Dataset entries
====

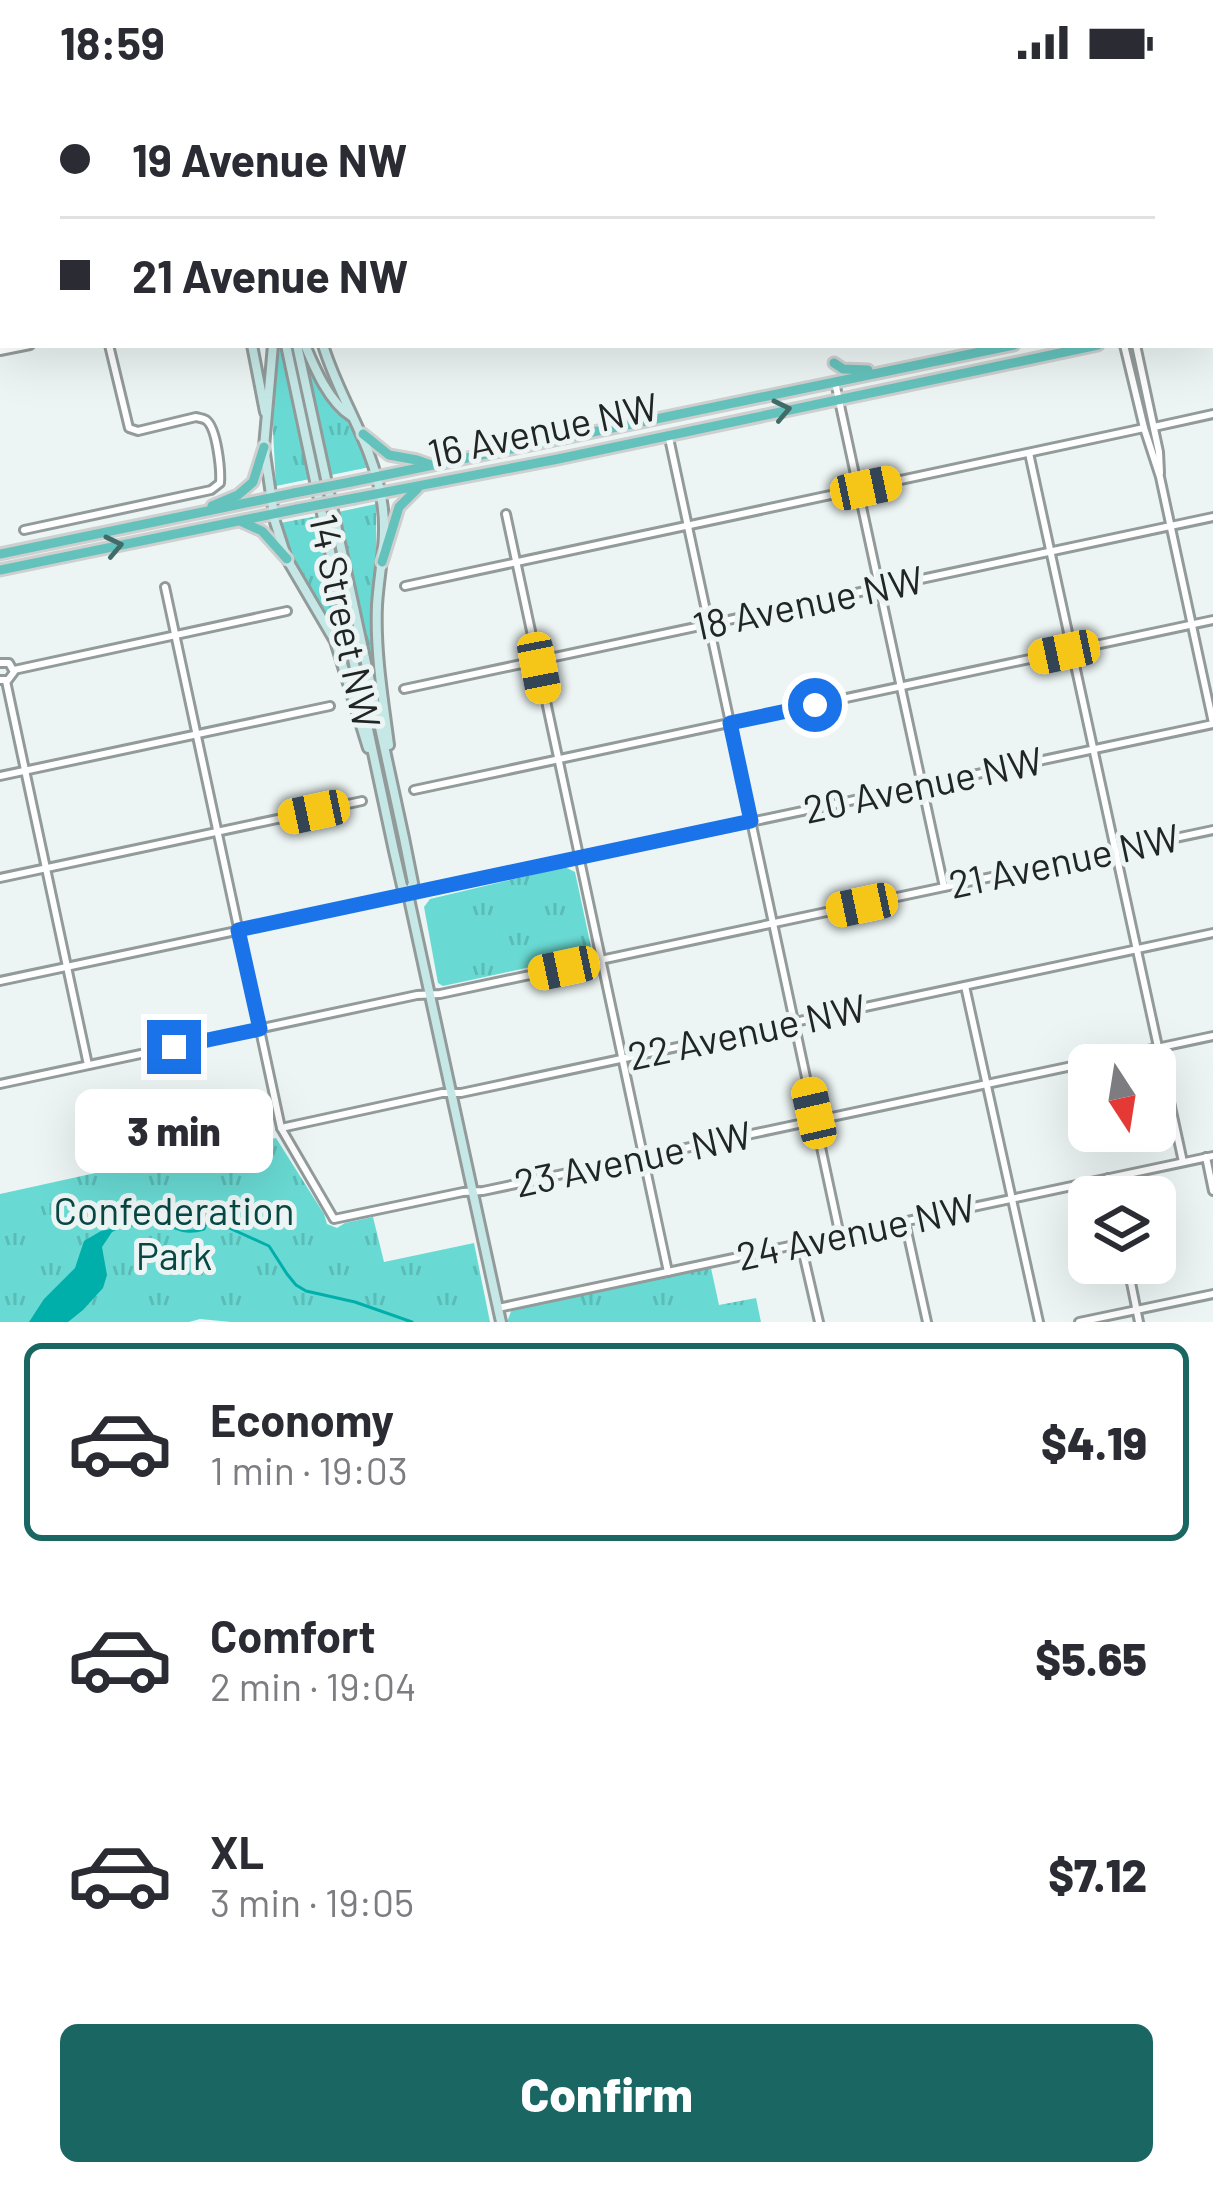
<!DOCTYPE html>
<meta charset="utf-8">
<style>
:root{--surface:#fff;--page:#f7f7f7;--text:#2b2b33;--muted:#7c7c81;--line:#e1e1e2;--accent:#196662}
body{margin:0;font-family:Barlow,sans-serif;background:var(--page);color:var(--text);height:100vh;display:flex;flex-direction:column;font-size:45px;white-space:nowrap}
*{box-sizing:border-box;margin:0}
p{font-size:39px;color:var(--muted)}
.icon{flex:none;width:66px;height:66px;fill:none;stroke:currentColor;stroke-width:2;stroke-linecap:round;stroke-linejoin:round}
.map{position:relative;height:1238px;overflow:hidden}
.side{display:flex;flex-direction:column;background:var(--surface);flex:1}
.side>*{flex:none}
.hud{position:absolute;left:0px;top:0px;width:1215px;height:264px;box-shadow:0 12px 48px #0002;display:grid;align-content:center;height:264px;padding:0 60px;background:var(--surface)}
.needle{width:78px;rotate:168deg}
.fabs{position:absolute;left:1068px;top:960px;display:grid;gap:24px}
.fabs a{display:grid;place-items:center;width:108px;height:108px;border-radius:18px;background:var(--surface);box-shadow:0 12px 48px #0002;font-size:60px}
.end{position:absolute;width:54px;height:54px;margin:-27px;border:15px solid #1a73e8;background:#fff;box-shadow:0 0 0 6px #fff}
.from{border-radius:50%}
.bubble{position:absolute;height:84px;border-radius:18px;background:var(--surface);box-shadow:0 12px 48px #0002;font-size:39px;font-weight:800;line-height:84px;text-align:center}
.car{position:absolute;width:36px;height:72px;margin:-36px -18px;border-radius:15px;box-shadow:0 0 9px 3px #0007;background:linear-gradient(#f5c518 24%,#345 0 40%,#f5c518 0 76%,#345 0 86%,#f5c518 0)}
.hud b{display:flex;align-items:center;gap:42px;height:114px;font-size:45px}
.hud b+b{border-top:3px solid var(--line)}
.hud i{width:30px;height:30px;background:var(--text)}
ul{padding:21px 0 0;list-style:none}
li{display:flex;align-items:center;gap:36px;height:198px;margin:0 24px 18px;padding:0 36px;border:6px solid transparent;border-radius:18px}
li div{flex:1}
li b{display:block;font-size:45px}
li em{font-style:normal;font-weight:800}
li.active{border-color:var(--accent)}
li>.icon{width:108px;height:108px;stroke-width:1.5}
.action{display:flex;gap:24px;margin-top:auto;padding:24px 60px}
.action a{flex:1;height:138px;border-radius:18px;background:var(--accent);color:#fff;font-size:48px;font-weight:800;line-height:138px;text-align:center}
.status{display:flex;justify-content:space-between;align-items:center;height:84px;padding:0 60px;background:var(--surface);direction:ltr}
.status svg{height:33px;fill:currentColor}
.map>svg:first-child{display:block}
.grass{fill:url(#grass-tufts)}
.pitch{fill:#69dad3}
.water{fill:#00afa9}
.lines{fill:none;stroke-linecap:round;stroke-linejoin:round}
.stream{stroke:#00afa9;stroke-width:3}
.minor-casing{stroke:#929a9a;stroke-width:12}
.tertiary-casing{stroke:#929a9a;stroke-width:12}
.secondary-casing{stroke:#929a9a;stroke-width:14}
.trunk-casing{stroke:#cecfcf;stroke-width:15}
.minor{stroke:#fff;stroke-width:6}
.tertiary{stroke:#fff;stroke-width:6}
.secondary{stroke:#c5e8e6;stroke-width:8}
.trunk{stroke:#64c2bc;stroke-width:9}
.tram{stroke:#818887;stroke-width:3}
.trunk-bridge-casing{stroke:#cecfcf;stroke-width:15;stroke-linecap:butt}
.trunk-bridge{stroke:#64c2bc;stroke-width:9}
.oneway{stroke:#3f6c69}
.route{stroke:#1a73e8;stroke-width:15}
.labels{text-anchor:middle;stroke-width:10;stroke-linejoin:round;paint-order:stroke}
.street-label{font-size:39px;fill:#212525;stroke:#ecf5f4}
.park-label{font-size:39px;fill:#074744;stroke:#ecf5f4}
</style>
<div class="status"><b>18:59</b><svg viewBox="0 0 49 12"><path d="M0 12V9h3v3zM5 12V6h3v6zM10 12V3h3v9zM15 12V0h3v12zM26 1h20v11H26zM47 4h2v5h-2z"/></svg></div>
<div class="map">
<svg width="1213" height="1238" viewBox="0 0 1213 1238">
<defs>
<pattern id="grass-tufts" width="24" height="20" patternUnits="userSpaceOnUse" patternTransform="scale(3)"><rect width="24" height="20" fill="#69dad3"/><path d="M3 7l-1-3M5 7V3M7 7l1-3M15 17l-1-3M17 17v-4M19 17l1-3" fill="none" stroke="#5bbbb5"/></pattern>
</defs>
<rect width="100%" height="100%" fill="#ecf5f4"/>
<g class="grass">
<path d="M276 261H283L310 395 276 402 272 329Z"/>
<path d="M308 276C327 312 358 344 370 383L331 391 304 277Z"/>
<path d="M376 420 377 588H374L338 428Z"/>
<path d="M318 432 347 568 344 569C326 523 292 487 280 439Z"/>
<path d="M565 783 575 788 591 863 586 871 443 902 438 899 424 823 430 815Z"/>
<path d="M209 1050 214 1067 276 1054 324 1130 327 1140 337 1144 345 1139 373 1133 384 1178 474 1159 490 1238H231L200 1235 189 1238H0V1110L109 1086 107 1071Z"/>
<path d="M711 1184 719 1221 756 1214 761 1238H507L512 1225Z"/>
</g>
<path class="pitch" d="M461 843C477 850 480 860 484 877L449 884 443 882 435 847Z"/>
<path class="water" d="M125 1142 112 1148 102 1163 107 1191 103 1204 83 1226 68 1238H29L44 1215 75 1184 84 1157 101 1147Z"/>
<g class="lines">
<path class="stream" d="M125 1142C134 1141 146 1138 155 1139 176 1141 181 1152 204 1145L207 1138H216L269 1162 287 1190 296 1201 306 1207 355 1218 412 1238"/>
<g class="minor-casing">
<g id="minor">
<path d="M341 0 342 3"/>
<path d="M471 0 472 3"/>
<path d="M601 0 602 3"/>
<path d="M793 0V3"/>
<path d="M1185 0 1186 3"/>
<path d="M97 3H109"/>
<path d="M126 3 128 0"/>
<path d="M817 3 831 0"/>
<path d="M1212 21H1213"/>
<path d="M0 29 3 31"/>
<path d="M1212 126V128"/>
<path d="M0 185H3"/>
<path d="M0 194 3 193"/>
<path d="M0 267 30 261"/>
<path d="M835 298 944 803"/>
<path d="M1154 343 1213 330"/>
<path d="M669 354 840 1152"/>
<path d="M1029 369 1183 1078"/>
<path d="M506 430 668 1188"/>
<path d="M24 446 211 406 220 399C221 386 217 344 206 336 203 334 199 334 196 333L138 347 129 344 109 261"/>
<path d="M405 502 1144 344"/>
<path d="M165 503 281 1044 334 1135 463 1108 483 1107 1213 952"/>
<path d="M0 579H9L14 588 8 596H0"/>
<path d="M14 586 287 527"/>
<path d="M6 597 88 981"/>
<path d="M404 605 1213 433"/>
<path d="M0 692 330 622"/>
<path d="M414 706 1213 536"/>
<path d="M0 794 362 717"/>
<path d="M965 902 1039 1238"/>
<path d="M0 1000 417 911 440 910 1213 746"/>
<path d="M281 1044 442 1009H461L1213 849"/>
<path d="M1206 1073 1213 1107"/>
<path d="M1108 1094 1113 1113"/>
<path d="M905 1138 927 1238"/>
<path d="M801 1160 819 1238"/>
<path d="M1127 1179 1139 1238"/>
<path d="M1079 1238 1213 1210"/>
</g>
</g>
<g class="tertiary-casing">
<g id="tertiary">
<path d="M1071 0V3"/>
<path d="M1081 0V3"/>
<path d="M1124 261 1144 344 1160 393 1213 639"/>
<path d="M1136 261 1159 368 1160 389"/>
<path d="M0 897 1213 640"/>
<path d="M498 1224 1213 1072"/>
</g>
</g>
<g class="secondary-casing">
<g id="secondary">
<path d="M231 0 232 3"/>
<path d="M239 0V3"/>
<path d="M217 3V0"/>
<path d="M252 261 265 328"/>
<path d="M273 261 264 363 275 438 287 475 335 557 368 664"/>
<path d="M286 261 394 767 402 802 408 810 501 1238"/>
<path d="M297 261 404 754 413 799 409 809"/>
<path d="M305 261C315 285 329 318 351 332"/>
<path d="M323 261C340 317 373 359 382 418 388 453 379 487 377 521 375 568 383 615 389 661"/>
</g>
</g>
<g class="trunk-casing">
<g id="trunk">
<path d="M1212 223H1213"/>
<path d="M1212 239H1213"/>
<path d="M834 279 843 285 868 286"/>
<path d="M363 350 389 371 417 376 431 381"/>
<path d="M351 398 1014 261"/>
<path d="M355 414 558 375 1098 261"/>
<path d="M212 422 238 411 253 398 264 363"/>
<path d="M242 438 262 447 287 475"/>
<path d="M0 470 294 409"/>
<path d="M382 478 399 423 418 404"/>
<path d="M0 486 297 425"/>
</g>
</g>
<use href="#minor" class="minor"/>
<use href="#tertiary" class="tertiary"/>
<use href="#secondary" class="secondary"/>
<use href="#trunk" class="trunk"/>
<path class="tram" d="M0 52 3 54"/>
<g class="trunk-bridge-casing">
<g id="trunk-bridge">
<path d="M294 409 351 398"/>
<path d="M297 425 355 414"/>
</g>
</g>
<use href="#trunk-bridge" class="trunk-bridge"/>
</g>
<defs><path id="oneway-chevron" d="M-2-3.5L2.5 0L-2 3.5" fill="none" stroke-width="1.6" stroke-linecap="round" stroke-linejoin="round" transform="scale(3)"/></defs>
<g class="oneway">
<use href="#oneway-chevron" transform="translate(782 326) rotate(-12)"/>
<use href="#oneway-chevron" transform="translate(114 462) rotate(-12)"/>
</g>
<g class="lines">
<path class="route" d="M174 963 260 945 238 846 751 737 730 639 815 621"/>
</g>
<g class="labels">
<g class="street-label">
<text transform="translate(543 346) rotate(-12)" y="14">16 Avenue NW</text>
<text transform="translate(808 519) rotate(-12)" y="14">18 Avenue NW</text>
<text transform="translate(345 537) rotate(78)" y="14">14 Street NW</text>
<text transform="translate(923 701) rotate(-12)" y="14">20 Avenue NW</text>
<text transform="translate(1064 777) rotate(-12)" y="14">21 Avenue NW</text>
<text transform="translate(747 948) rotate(-12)" y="14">22 Avenue NW</text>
<text transform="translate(633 1075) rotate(-12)" y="14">23 Avenue NW</text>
<text transform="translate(856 1148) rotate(-12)" y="14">24 Avenue NW</text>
</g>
<g class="park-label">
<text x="174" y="1141">Confederation<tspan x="174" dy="45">Park</tspan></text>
</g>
</g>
</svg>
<div class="fabs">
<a><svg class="needle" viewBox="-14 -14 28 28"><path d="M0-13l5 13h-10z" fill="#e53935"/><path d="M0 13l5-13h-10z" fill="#7c7c81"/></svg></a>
<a><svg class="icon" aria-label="layers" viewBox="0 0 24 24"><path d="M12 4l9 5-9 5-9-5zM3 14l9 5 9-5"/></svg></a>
</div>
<i class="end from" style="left:815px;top:621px"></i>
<i class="end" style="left:174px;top:963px"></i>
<div class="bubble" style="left:75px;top:1005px;width:198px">3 min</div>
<i class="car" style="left:866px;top:404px;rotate:78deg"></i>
<i class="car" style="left:1064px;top:568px;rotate:258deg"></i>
<i class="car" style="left:539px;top:584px;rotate:169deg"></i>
<i class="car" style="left:314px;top:728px;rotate:258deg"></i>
<i class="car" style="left:862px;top:821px;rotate:258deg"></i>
<i class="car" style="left:564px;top:884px;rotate:258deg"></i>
<i class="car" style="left:814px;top:1029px;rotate:347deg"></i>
<div class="hud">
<b><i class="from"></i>19 Avenue NW</b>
<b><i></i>21 Avenue NW</b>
</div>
</div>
<section class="side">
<ul>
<li class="active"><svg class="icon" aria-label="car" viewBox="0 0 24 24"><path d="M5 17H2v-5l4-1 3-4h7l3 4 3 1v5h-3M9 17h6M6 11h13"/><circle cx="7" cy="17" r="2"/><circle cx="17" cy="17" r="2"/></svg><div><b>Economy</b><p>1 min · 19:03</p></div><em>$4.19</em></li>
<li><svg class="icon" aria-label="car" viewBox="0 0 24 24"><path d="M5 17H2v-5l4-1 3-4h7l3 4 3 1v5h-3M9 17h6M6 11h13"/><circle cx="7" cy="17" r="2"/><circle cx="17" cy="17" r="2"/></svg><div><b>Comfort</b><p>2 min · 19:04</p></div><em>$5.65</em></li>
<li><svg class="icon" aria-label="car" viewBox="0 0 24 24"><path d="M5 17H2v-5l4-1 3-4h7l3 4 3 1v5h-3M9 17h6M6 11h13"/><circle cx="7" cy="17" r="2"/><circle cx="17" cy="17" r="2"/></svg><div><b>XL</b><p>3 min · 19:05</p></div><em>$7.12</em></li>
</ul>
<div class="action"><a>Confirm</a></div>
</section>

====

■ Exercise: A complete answer gives every line of the data that includes "bubble".

■ Output:
.bubble{position:absolute;height:84px;border-radius:18px;background:var(--surface);box-shadow:0 12px 48px #0002;font-size:39px;font-weight:800;line-height:84px;text-align:center}
<div class="bubble" style="left:75px;top:1005px;width:198px">3 min</div>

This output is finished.